Opiate is used by the large majority of opiate addicts simply and solely for its supportive action, and a certain amount for each addict becomes as much of a definite need and a necessary and integral part of his daily sustenance as food or air. The dream states and other sensuous results, occasionally observed, are when they occur as part of the minor toxic action of the drug, against which the developed addict is nearly or completely immune, and to the experiencing of which very few of the honest, innocent or accidental addicts have ever carried their dosage. They are commonly found only in the opium pipe smokers, an entirely different problem from that of the average narcotic addict.
As has been stated, it is a fact that for each addict, a definite amount, varying with his condition of health, elimination, physical and mental activity, etc., meets a definite body-need. On this amount he can be put and kept in good physical and mental condition under normal circumstances of environment, exertion, and general hygiene. Years of efficient activity and upright responsible lives, accomplished by well-known men and women, unsuspected addicts, bear witness to this fact. An addict neither underdosed nor overdosed practically defies detection. Less than the definite amount required for nervous and glandular and circulatory support and organic balance deprives the patient of reaction, places his vitality and energy far below par and for a long time hinders his betterment. More than this amount displays the inhibitory effects of opiates, locks up or slows secretions and body functions, and causes malnutrition, autotoxemia, autotoxicosis, and the consequent mental and physical deterioration commonly and erroneously attributed to the direct action of opiate drug.

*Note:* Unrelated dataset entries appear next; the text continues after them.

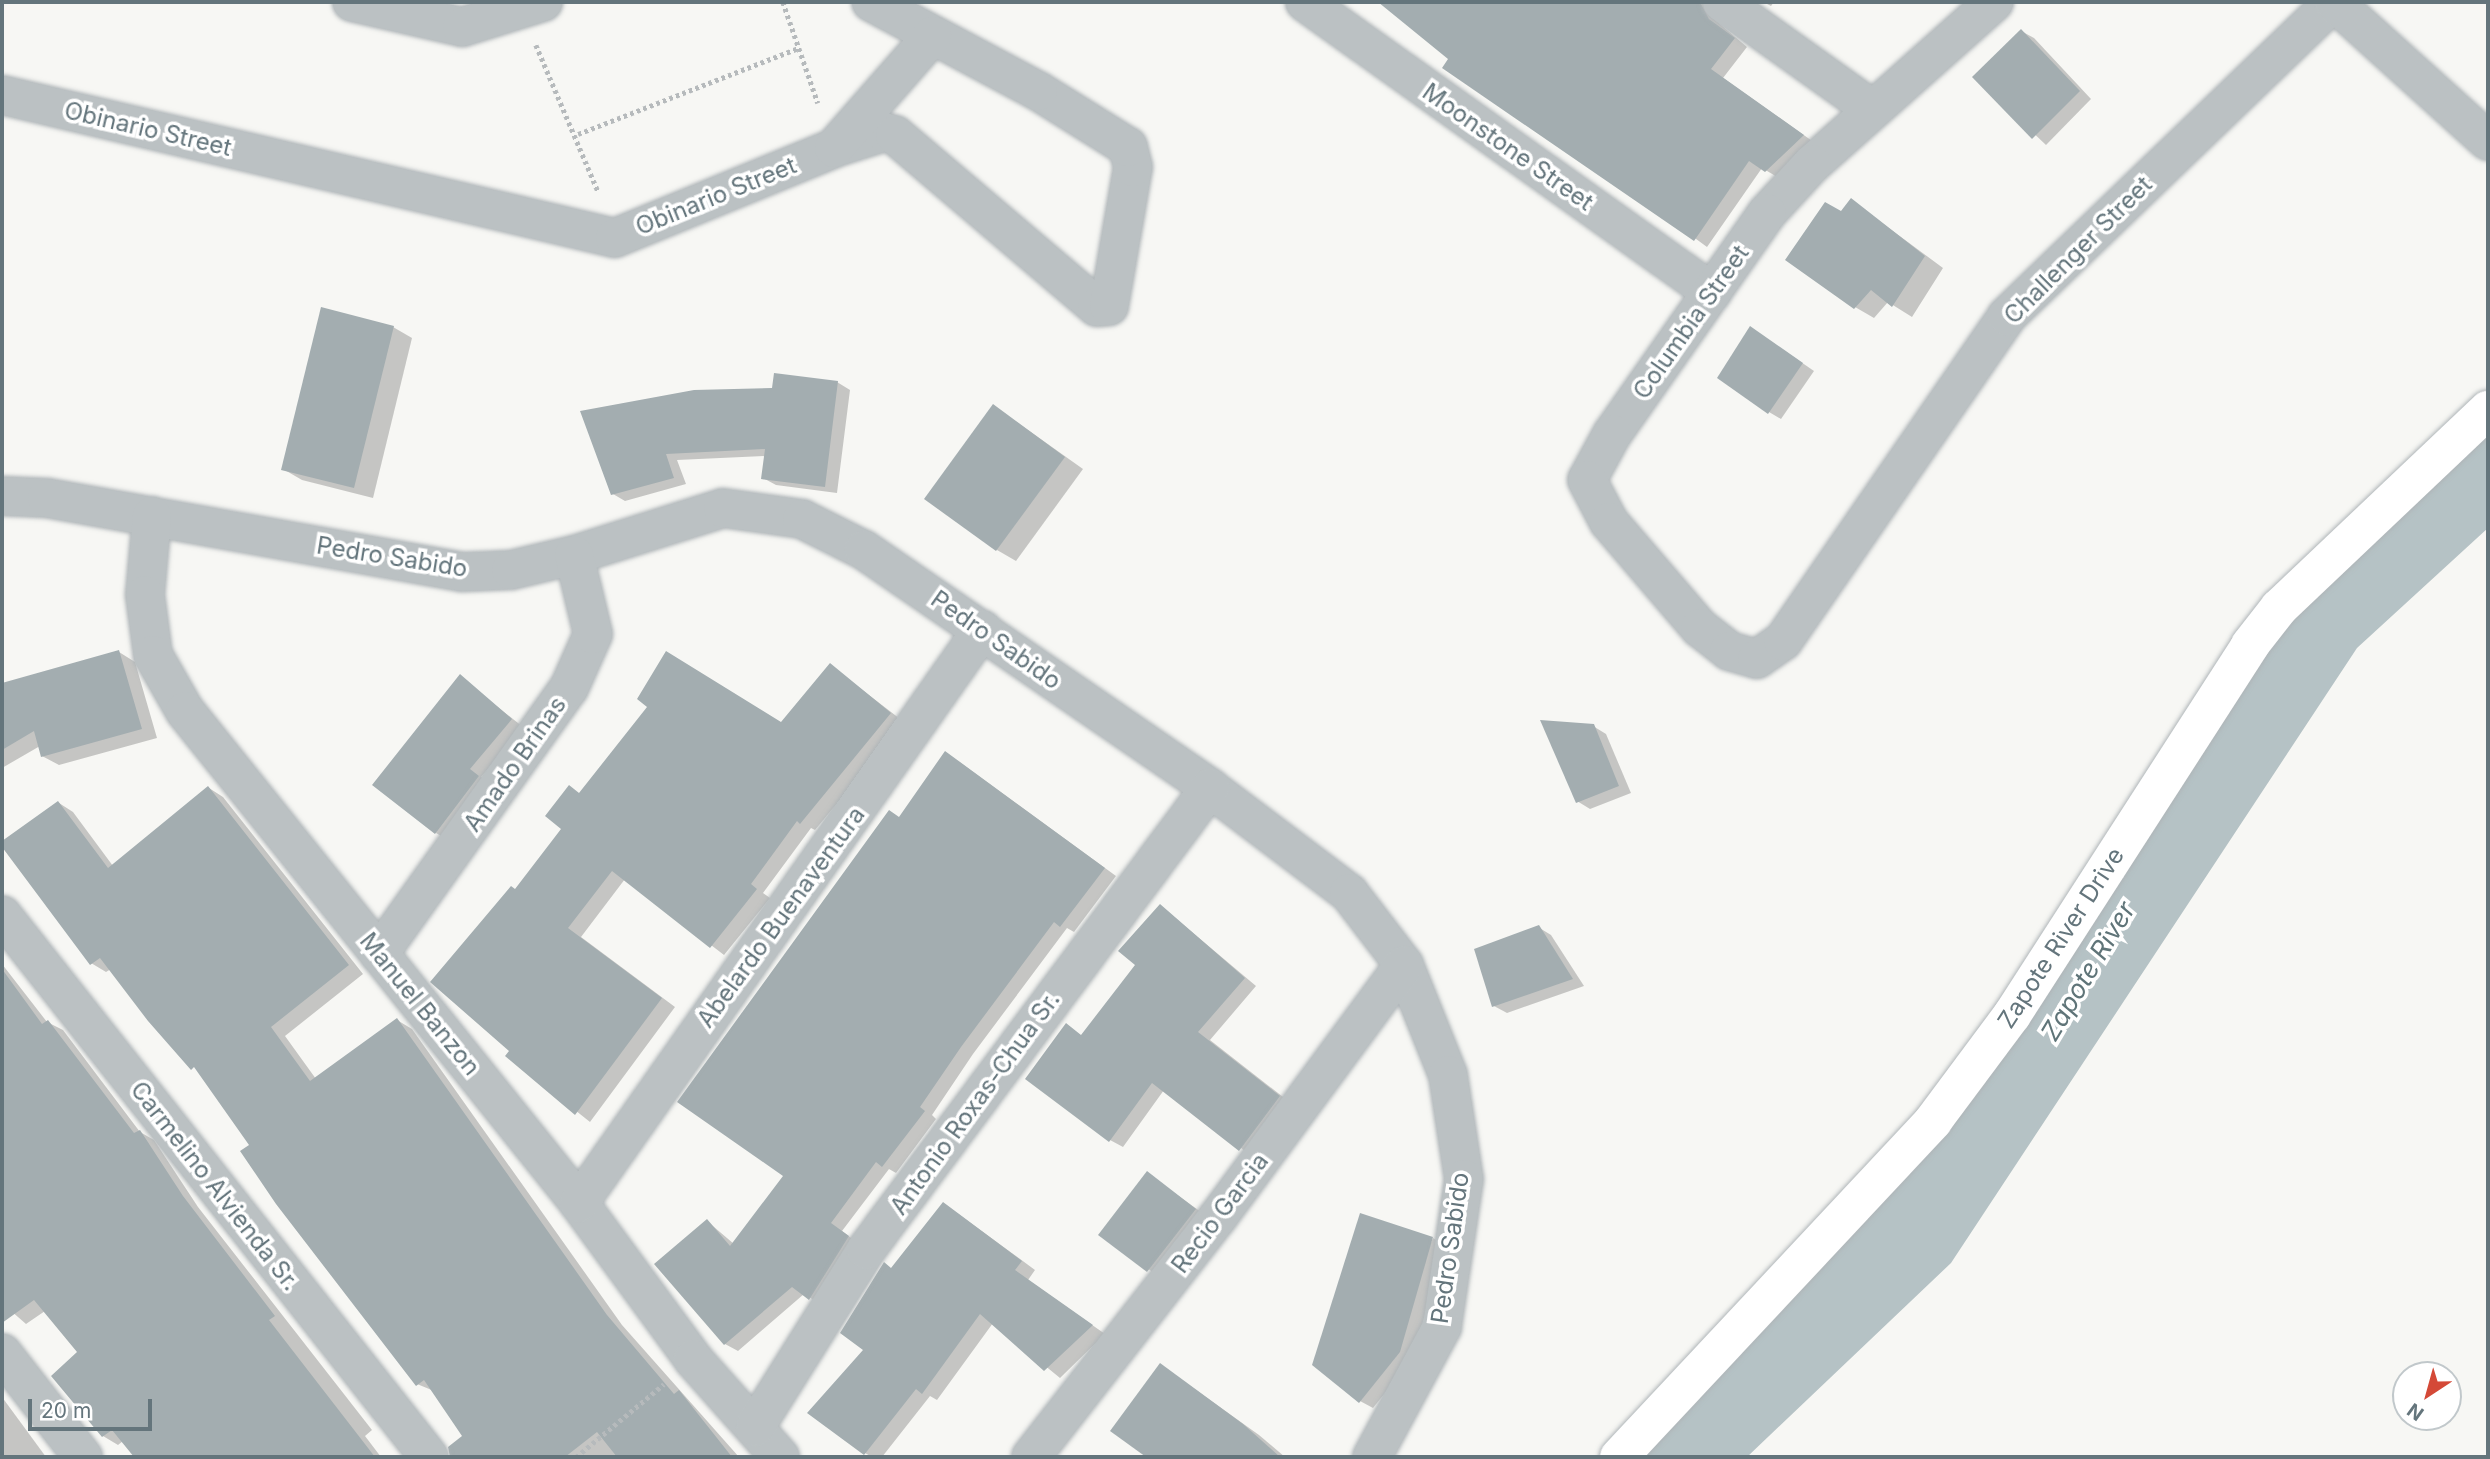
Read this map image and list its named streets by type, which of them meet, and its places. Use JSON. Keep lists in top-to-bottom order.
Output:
{
  "streets": {
    "main road": ["Zapote River Drive"],
    "street": [
      "Obinario Street",
      "Moonstone Street",
      "Challenger Street",
      "Columbia Street",
      "Pedro Sabido",
      "Amado Brinas",
      "Abelardo Buenaventura",
      "Manuel Banzon",
      "Antonio Roxas-Chua Sr.",
      "Carmelino Alvienda Sr.",
      "Recio Garcia"
    ]
  },
  "crossings": [
    ["Moonstone Street", "Columbia Street"],
    ["Challenger Street", "Columbia Street"],
    ["Pedro Sabido", "Amado Brinas"],
    ["Pedro Sabido", "Abelardo Buenaventura"],
    ["Pedro Sabido", "Manuel Banzon"],
    ["Pedro Sabido", "Antonio Roxas-Chua Sr."],
    ["Pedro Sabido", "Recio Garcia"],
    ["Amado Brinas", "Manuel Banzon"],
    ["Abelardo Buenaventura", "Manuel Banzon"],
    ["Manuel Banzon", "Antonio Roxas-Chua Sr."]
  ],
  "water": ["Zapote River"],
  "scale_bar": "20 m",
  "north": "bottom left"
}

In 1912 I wrote that so far as I knew the symptomatology attending insufficient supply of morphine (or other opiate) to an opiate addict had never received the amount of detailed study and analysis that it deserved and was not adequately interpreted. W. Marme had attributed the symptoms of morphine addiction to the toxic action of oxydimorphine. Rudolph Kobert, however, stated that Ludwig Toth subjected Marme’s claims to subsequent testing and was unable to confirm them, and that his own findings agreed with those of Toth. They found that oxydimorphine was inert by subcutaneous injection and that when thrown into the blood-stream it formed an insoluble substance causing emboli, and so producing the symptoms observed by Marme. Kobert seems to be in accord with the early findings of Magendie, that oxydimorphine is non-toxic. The experiments of Faust on dogs concerning increased power of the body to destroy morphine are well-known. It is still a matter of scientific dispute as to what extent the body of the opiate addict has developed the power to limit or destroy the poisonous properties of opiates by the conversion of these poisons through oxidation or other chemical action.